Siverek'de yeni yapılan
Nissibi Köprüsü'nden geçerek, !987 senesinde
UNESCO Dünya Mirası listesine dahil edilen Nemrut Tümülüsü'nün yamaçlarına varış. Burada bulunan otele yerleşme. Akşam yemeği ve geceleme otelde.
04 Mayıs 2019 Cumartesi Nemrut Dağ - Göbeklitepe - Harran - Urfa

Sabah, gün doğumundan önce. minibüslere binerek
Kommagene Kralı 1. Antiochos tarafından M.Ö. 1. yüzyılda yaptırılan ve Pers ile Yunan stillerinin bir karışımı olan, 2200 mt irtifadaki
Nemrut Dağı Tümülüsü'ne çıkış. Tümülüsün kenarlarındaki terastan muhteşem gün doğuşunu seyrettikten sonrra, Doğu ve Batı teraslarında bulunun devasa heykellerin keşfi. Ardından, kahvaltı için otele dönüş ve
Göbeklitepe'ye hareket. yol üzerinde
Karakuş Tümülüsü,
Cendere Köprüsü, eski Kahta ve
Arsameia Antik Kenti tapınak alanı gezileri.

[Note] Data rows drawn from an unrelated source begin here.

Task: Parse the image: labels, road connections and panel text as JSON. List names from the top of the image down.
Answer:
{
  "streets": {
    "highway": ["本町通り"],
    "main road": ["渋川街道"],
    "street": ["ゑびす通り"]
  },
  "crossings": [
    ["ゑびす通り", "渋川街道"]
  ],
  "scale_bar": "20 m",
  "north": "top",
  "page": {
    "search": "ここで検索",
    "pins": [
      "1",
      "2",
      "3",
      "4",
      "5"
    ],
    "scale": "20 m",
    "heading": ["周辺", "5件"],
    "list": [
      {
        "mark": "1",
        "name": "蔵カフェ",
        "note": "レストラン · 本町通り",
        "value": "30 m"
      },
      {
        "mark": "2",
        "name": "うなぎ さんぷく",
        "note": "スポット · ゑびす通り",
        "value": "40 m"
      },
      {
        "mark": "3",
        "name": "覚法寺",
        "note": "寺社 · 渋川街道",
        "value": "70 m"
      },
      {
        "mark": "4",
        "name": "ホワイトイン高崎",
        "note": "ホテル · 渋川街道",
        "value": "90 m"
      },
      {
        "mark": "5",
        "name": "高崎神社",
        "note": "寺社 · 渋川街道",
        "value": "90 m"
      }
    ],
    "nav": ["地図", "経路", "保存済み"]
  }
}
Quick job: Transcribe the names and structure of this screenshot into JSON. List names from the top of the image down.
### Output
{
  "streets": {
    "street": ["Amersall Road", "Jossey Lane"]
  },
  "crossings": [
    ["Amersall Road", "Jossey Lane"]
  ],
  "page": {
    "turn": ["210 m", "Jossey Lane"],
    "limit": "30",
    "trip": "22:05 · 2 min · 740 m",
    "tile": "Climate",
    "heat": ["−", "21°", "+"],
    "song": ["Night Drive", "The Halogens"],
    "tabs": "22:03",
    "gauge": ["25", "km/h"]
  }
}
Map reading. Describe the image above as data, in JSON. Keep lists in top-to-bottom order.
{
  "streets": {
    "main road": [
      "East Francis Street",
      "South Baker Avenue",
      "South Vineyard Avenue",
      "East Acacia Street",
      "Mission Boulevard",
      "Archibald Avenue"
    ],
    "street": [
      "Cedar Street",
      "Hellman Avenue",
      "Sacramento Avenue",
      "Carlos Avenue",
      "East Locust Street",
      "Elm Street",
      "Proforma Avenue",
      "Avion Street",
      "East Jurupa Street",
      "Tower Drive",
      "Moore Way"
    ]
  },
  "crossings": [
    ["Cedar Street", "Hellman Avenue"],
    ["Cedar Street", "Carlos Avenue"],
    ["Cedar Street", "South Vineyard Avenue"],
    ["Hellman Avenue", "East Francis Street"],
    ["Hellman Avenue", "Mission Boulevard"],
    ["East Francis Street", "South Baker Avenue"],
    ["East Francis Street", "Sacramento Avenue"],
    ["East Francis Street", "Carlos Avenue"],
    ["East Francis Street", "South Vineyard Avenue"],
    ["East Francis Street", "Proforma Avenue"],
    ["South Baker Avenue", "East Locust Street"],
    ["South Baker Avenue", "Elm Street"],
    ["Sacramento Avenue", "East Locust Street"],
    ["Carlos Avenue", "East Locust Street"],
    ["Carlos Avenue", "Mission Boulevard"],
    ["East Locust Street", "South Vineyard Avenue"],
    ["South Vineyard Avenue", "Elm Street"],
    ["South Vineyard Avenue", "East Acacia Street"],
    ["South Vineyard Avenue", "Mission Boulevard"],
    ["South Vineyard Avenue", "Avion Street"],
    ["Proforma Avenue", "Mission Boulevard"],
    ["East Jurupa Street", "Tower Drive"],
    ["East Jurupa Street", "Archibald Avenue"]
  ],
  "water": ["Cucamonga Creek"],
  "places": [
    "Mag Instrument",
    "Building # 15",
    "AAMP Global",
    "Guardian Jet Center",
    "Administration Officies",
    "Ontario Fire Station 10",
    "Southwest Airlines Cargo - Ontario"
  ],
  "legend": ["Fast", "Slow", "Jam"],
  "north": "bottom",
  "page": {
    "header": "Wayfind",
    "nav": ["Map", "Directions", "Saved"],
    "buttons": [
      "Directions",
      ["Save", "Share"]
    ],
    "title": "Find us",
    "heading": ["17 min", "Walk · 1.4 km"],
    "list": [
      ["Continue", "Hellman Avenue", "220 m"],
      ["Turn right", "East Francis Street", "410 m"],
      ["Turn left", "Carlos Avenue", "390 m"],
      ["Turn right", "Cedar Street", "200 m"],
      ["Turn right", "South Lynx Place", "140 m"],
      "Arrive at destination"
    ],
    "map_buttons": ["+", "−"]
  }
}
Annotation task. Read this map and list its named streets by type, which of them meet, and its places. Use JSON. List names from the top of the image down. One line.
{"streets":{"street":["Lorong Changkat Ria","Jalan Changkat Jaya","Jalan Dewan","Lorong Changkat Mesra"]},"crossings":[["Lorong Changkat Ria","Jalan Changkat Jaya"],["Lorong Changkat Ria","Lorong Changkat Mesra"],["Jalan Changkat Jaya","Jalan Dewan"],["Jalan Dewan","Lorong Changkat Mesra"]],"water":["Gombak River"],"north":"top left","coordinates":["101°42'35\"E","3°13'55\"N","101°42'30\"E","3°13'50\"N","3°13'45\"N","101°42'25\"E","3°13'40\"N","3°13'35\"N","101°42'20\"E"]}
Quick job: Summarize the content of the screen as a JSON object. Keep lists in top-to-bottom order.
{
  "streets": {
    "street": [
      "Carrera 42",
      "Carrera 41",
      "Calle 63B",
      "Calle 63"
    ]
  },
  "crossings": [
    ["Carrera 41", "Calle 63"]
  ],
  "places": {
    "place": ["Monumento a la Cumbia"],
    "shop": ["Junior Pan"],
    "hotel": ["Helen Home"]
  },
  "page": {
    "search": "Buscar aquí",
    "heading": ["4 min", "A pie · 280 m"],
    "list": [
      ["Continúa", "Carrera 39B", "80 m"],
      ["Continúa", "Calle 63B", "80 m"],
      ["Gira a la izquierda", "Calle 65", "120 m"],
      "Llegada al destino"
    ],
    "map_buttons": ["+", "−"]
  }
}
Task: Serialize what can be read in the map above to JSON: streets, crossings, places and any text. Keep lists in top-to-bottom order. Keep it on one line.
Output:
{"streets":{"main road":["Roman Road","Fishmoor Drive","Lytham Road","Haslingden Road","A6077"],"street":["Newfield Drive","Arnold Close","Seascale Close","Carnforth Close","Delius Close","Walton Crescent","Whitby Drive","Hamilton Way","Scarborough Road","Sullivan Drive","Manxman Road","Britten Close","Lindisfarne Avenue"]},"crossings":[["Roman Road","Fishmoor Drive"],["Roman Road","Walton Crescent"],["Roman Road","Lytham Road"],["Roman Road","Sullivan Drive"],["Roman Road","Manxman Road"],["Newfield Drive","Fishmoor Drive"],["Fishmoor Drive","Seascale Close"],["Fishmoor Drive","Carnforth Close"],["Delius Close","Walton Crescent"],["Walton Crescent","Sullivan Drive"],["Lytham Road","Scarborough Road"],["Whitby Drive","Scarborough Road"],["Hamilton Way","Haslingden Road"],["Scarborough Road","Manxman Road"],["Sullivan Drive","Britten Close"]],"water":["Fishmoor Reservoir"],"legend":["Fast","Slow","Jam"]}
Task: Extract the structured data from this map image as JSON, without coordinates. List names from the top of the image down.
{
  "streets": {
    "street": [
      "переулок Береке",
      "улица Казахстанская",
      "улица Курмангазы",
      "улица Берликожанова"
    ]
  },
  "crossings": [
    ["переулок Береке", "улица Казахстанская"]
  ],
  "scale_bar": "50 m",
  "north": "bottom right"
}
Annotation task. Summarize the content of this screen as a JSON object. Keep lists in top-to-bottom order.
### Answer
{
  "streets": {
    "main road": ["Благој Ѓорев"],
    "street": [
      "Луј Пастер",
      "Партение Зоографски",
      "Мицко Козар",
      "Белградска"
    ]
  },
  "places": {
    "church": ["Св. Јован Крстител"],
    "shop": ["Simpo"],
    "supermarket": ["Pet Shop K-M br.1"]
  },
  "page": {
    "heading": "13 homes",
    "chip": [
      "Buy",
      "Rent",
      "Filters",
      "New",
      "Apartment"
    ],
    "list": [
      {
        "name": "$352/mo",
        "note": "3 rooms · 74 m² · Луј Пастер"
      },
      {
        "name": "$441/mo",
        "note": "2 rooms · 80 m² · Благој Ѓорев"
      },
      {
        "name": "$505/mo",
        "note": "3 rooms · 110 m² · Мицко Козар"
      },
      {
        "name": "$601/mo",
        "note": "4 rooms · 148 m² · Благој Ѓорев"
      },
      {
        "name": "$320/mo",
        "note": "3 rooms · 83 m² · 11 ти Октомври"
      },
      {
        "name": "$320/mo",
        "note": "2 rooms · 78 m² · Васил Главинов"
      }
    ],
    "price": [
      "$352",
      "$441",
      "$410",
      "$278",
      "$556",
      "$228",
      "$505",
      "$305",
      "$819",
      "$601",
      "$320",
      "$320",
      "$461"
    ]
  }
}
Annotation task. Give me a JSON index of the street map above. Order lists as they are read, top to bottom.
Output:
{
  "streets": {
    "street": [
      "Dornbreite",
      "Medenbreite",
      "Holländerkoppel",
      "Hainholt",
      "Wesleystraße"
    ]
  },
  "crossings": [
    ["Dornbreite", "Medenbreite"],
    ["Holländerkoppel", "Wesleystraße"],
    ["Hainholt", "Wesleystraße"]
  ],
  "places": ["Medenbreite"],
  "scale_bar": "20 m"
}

Daha sonra Göbeklitepe'ye varış. Dünyanın bilinen en eski kült yapılar topluluğu olan Göbeklitepe, araları taş duvarla örülü T biçimindeki 10 - 12 yuvarlak planda dizilmiş dikilitaş ve merkezine yerleştirilmiş daha yüksek boyda iki dikilitaştan oluşmakta. Bu dikilitaşların çoğu üzerinde insan, el ve kol, çeşitli hayvan ve soyut semboller, kabartma ya da oyularak betimlenmiş. Bu kompozisyonun, bir öykü, bir anlatım ya da bir mesaj ifade ettiği düşünülmekte. Sonuçta, buranın bir yerleşim yerinden ziyade bir kült alanı olduğu savı güç kazanmakta. Buradaki kült yapılarının üretime geçiş aşamasına yakın olan son avcı grupları tarafından inşaa edilmiş olduğu düşünülmekte ve tüm bu dikilitaşlar, stilize insan heykelleri olarak yorumlanmakta. Gezinin ardından, Urfa yakınlarında bulunan
Harran'a hareket. Harran adına ilk defa, Kültepe ve Mari'de bulunan M.Ö. 2.000 başlarına ait çivi yazılı tabletlerde rastlanır. M.Ö. 2.000'in ortalarına ait Hitit Tabletleri'nde, Hitit'lerle Mitanni'ler arasında yapılan bir anlaşmaya Harran'daki Ay Tanrısı'nın (Sin) ve Güneş Tanrısı'nın şahit tutulduğu belirtilmektedir. Harran, Kuzey Mezopotamya'dan gelerek batı ve kuzeybatıya bağlanan önemli ticaret yollarının kesiştiği bir noktada bulunmasından dolayı Anadolu ile sıkı ticaret ilişkileri bulunan Asurlu tüccarların önemli uğrak yerlerinden biri idi. Anadolu'dan Mezopotamya'ya, Mezopotamya'dan da Anadolu'ya olan ticaret binlerce yıl Harran üzerinden yapılmıştı. Bu da burada zengin ve köklü bir kültür birikiminin oluşmasına neden olmuştur. Harran, Ay, Güneş ve Gezegenlerin kutsal sayıldığı eski Mezopotamya putperestliğinin ( Sabiizm ) önemli merkezi olmasıyla tanınırdı. Bu nedenle Harran'da Astronomi ilmi çok ilerlemişti. Dünyadaki üç büyük felsefe ekolünden birisi Harran Ekolü'dür. Bugün, şehri besleyen ırmaklar kurumuş olduğundan, sudan ve yeşilden mahrum bir ovanın ortasında 5000 yıllık tarihi, tipik evleri, höyüğü, kalesi, şehir surları ve çeşitli mimari kalıntıları ile ayakta durmaktadır. Tipik toprak evleri ve harabeleri gezdikten sonra Urfa'ya dönüş ve otele yerleşme. Akşam
''Sıra Gecesi" eşliğinde yöresel yemekler ve müziklerle yorgunluğunuzu atacağınız tarihi konağa hareket. Geceleme otelde.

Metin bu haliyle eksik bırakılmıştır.